They milled around a second, then gathered up. “Will this affect us?” Binter asked. “You know we are resistant to magic.”
Tarrin nodded. “It’s not really an invasive spell,” he answered. “Basicly it’s going to teach your mind a language in such a way that you won’t forget.”
“Ah.”
“If you have any problems, let me know afterwards,” he told the Vendari. “I can fix it.”
“I will.”
After they were gathered up, Tarrin recalled the words of the spell he needed to use, then caused his wings to suddenly expand out to over twenty times their normal size, flowing out like the expansion of a summer dawn stretching its light across the eager mountains. Those sail-sized wings gently yet swiftly enveloped the entire host, encircling them and allowing him to get past the six span restriction by placing the entire hose, Pegasi and all, within the boundaries of himself. He then chanted the second part of the spell, because he was using his own memory to supply the language. He chanted it over and over again, until he felt it implant itself in the minds of those within the boundaries of his wings, and then he chanted the final part of the spell, which caused the knowledge to seal itself into the minds of the recipients.
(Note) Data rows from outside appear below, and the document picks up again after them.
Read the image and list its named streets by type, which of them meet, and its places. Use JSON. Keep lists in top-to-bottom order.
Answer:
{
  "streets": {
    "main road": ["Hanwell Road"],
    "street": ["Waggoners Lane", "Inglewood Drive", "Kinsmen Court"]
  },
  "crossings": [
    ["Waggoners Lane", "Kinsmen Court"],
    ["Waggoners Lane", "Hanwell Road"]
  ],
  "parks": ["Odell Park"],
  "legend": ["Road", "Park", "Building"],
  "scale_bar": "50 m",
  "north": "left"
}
When he was done, when he retracted his wings away, he saw the look of grave concern on the face of Dolanna. He saw in her eyes, for the first time, that look of questioning there. She took several steps towards him, her face sober, but Haley intercepted her, turned her aside with some question or comment or something. She glanced back at him, her expression promising a long talk in the future, but allowed Haley to spirit her away.
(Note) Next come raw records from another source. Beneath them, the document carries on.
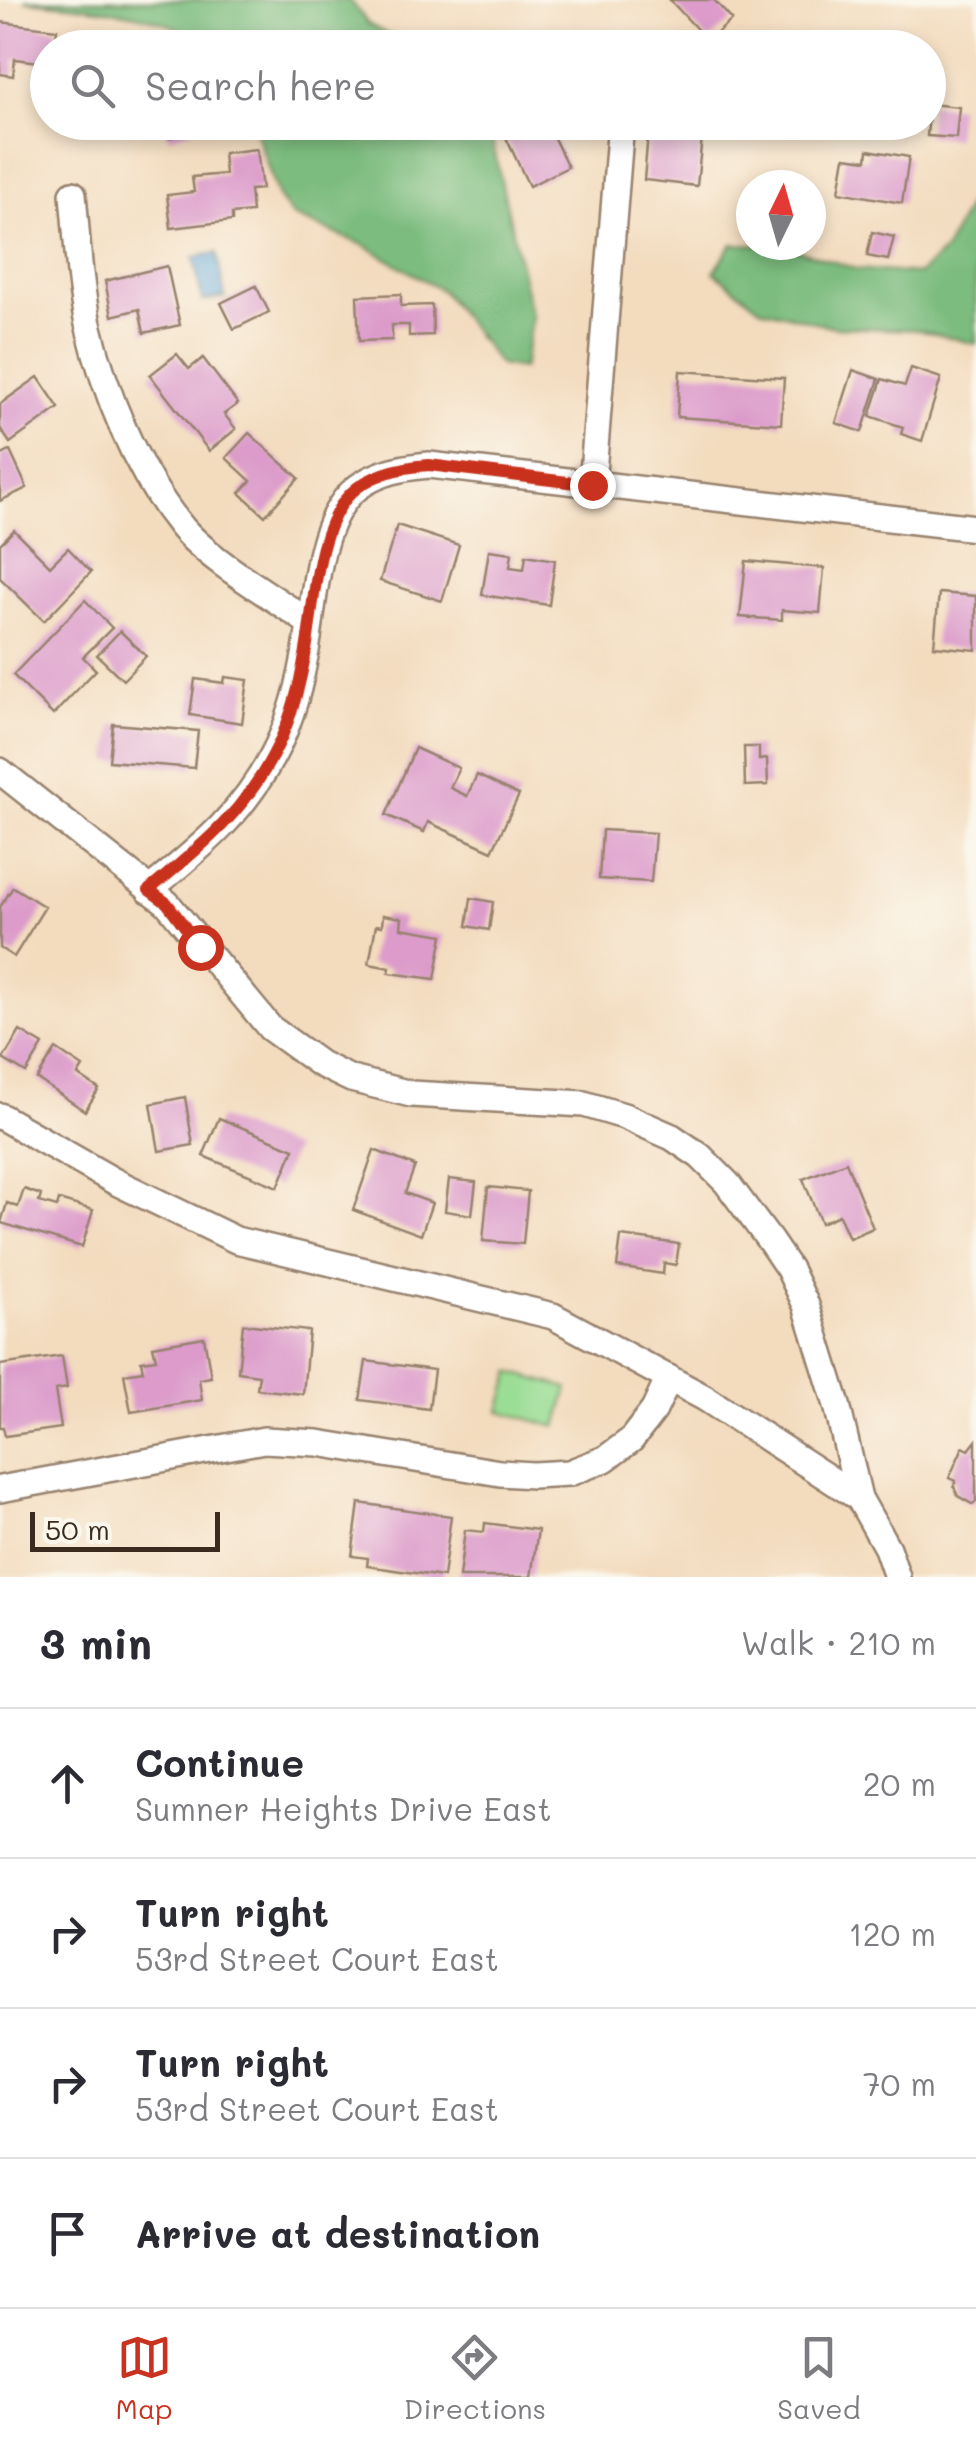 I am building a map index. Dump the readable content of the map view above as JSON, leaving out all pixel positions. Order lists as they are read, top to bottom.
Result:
{
  "scale_bar": "50 m",
  "north": "top",
  "page": {
    "search": "Search here",
    "scale": "50 m",
    "heading": ["3 min", "Walk · 210 m"],
    "list": [
      ["Continue", "Sumner Heights Drive East", "20 m"],
      ["Turn right", "53rd Street Court East", "120 m"],
      ["Turn right", "53rd Street Court East", "70 m"],
      "Arrive at destination"
    ],
    "nav": ["Map", "Directions", "Saved"]
  }
}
After he was done, he invited the Dura to come join them, then began introducing them to the host. He learned that the squad leader was named Jurax, and though the Dwarf was understandably cautious, he was also curious and rather amiable. He met with the humans and the Elara and the Selani and the Vendari and the other, more exotic races with guarded yet sincere hospitality. The other Dwarves seemed similar to Jurax, a bit wary of the outsiders, yet sincerely curious about them. These Dwarves weren’t openly hostile to outsiders as he thought he they might have been, given their war against the One; perhaps even the solitary Dwarves understood the need for allies against such a dangerous enemy, and though they were new, these strangers were obviously allies. The presence of the Elara proved that much, for they were a race that the Dwarves knew, a race that was also locked in a battle with the One. It was a bit odd to see them to Tarrin, and he felt a strange satisfaction as Jurax shook Binter’s hand; the Dwarf didn’t even come up to Binter’s thigh.
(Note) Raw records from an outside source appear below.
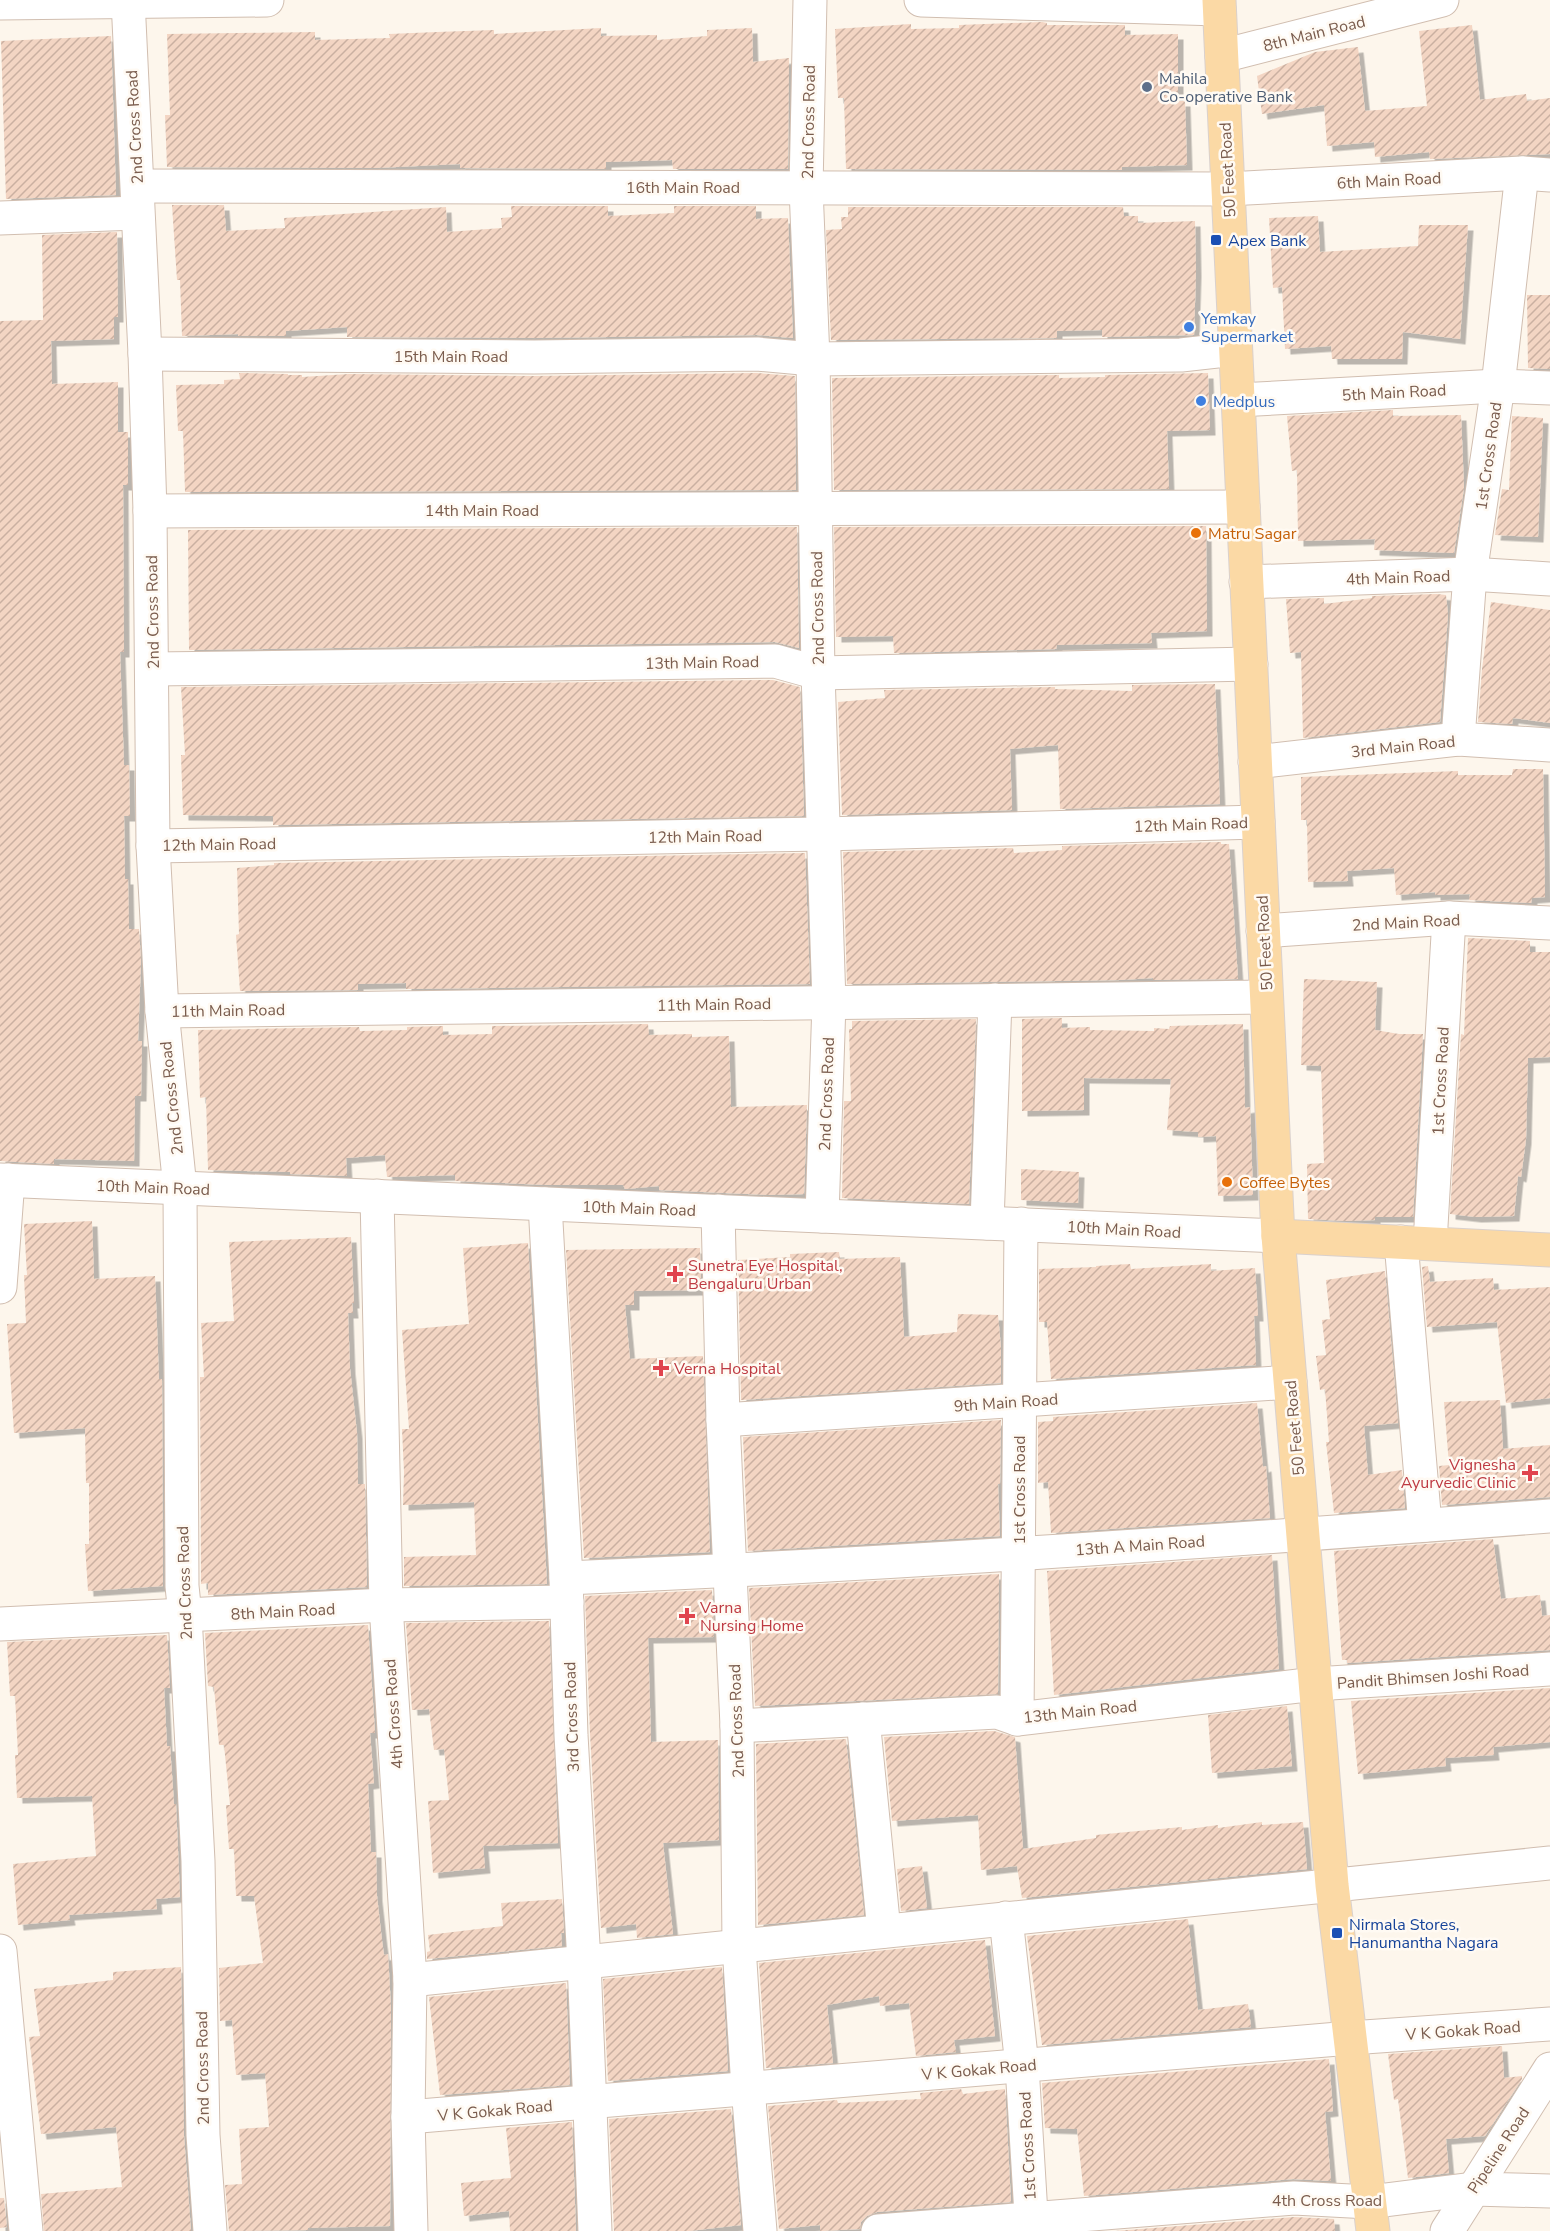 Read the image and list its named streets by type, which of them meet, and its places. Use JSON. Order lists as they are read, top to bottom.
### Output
{
  "streets": {
    "main road": ["50 Feet Road"],
    "street": [
      "8th Main Road",
      "2nd Cross Road",
      "6th Main Road",
      "16th Main Road",
      "15th Main Road",
      "5th Main Road",
      "1st Cross Road",
      "14th Main Road",
      "4th Main Road",
      "13th Main Road",
      "3rd Main Road",
      "12th Main Road",
      "2nd Main Road",
      "11th Main Road",
      "10th Main Road",
      "9th Main Road",
      "13th A Main Road",
      "Pandit Bhimsen Joshi Road",
      "4th Cross Road",
      "3rd Cross Road",
      "V K Gokak Road",
      "Pipeline Road"
    ]
  },
  "crossings": [
    ["8th Main Road", "2nd Cross Road"],
    ["8th Main Road", "50 Feet Road"],
    ["8th Main Road", "13th A Main Road"],
    ["8th Main Road", "4th Cross Road"],
    ["8th Main Road", "3rd Cross Road"],
    ["2nd Cross Road", "16th Main Road"],
    ["2nd Cross Road", "15th Main Road"],
    ["2nd Cross Road", "14th Main Road"],
    ["2nd Cross Road", "13th Main Road"],
    ["2nd Cross Road", "12th Main Road"],
    ["2nd Cross Road", "11th Main Road"],
    ["2nd Cross Road", "10th Main Road"],
    ["2nd Cross Road", "9th Main Road"],
    ["2nd Cross Road", "13th A Main Road"],
    ["2nd Cross Road", "V K Gokak Road"],
    ["50 Feet Road", "6th Main Road"],
    ["50 Feet Road", "16th Main Road"],
    ["50 Feet Road", "15th Main Road"],
    ["50 Feet Road", "5th Main Road"],
    ["50 Feet Road", "14th Main Road"],
    ["50 Feet Road", "4th Main Road"],
    ["50 Feet Road", "13th Main Road"],
    ["50 Feet Road", "3rd Main Road"],
    ["50 Feet Road", "12th Main Road"],
    ["50 Feet Road", "2nd Main Road"],
    ["50 Feet Road", "11th Main Road"],
    ["50 Feet Road", "10th Main Road"],
    ["50 Feet Road", "9th Main Road"],
    ["50 Feet Road", "13th A Main Road"],
    ["50 Feet Road", "Pandit Bhimsen Joshi Road"],
    ["50 Feet Road", "4th Cross Road"],
    ["50 Feet Road", "V K Gokak Road"],
    ["6th Main Road", "16th Main Road"],
    ["6th Main Road", "1st Cross Road"],
    ["5th Main Road", "1st Cross Road"],
    ["1st Cross Road", "4th Main Road"],
    ["1st Cross Road", "13th Main Road"],
    ["1st Cross Road", "3rd Main Road"],
    ["1st Cross Road", "2nd Main Road"],
    ["1st Cross Road", "10th Main Road"],
    ["1st Cross Road", "9th Main Road"],
    ["1st Cross Road", "13th A Main Road"],
    ["1st Cross Road", "4th Cross Road"],
    ["1st Cross Road", "V K Gokak Road"],
    ["13th Main Road", "Pandit Bhimsen Joshi Road"],
    ["10th Main Road", "4th Cross Road"],
    ["10th Main Road", "3rd Cross Road"],
    ["13th A Main Road", "3rd Cross Road"],
    ["4th Cross Road", "V K Gokak Road"],
    ["4th Cross Road", "Pipeline Road"],
    ["3rd Cross Road", "V K Gokak Road"]
  ],
  "places": {
    "other": [
      "Mahila Co-operative Bank",
      "Yemkay Supermarket",
      "Medplus",
      "Matru Sagar",
      "Coffee Bytes"
    ],
    "transit": ["Apex Bank", "Nirmala Stores, Hanumantha Nagara"],
    "health": [
      "Sunetra Eye Hospital, Bengaluru Urban",
      "Verna Hospital",
      "Vignesha Ayurvedic Clinic",
      "Varna Nursing Home"
    ]
  }
}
The runner returned with three Dwarves with graying beards and hair, wearing odd triangular surcoats over their plate armor. The had three triangles arranged in a pyarmid, with a red square in the center; it was some kind of crest or symbol with which Tarrin was unfamiliar. Each of them carried an ornate, heavy warhammer, and shields were strapped to their backs. Jurax rushed over to them and quickly conferred with them, then they approached Tarrin. “Lieutenant Jurax said that ye have some critical information for the Dain,” one of them, the tallest who had a scar over his left eye, said to Tarrin. “He also said ye have some rather wild things to say,” he added. “But he vouches fer ye. If’n ye’d follow us, the Dain awaits ye.”
Tarrin nodded. “Lead on.”
The mountain fortress of the Dura was nothing like what Tarrin would have imagined. They’d been led in through the massive doors with about two hundred Dwarven warriors discreetly guarding them, and when they passed through that vaulted passageway, it was like stepping into another world.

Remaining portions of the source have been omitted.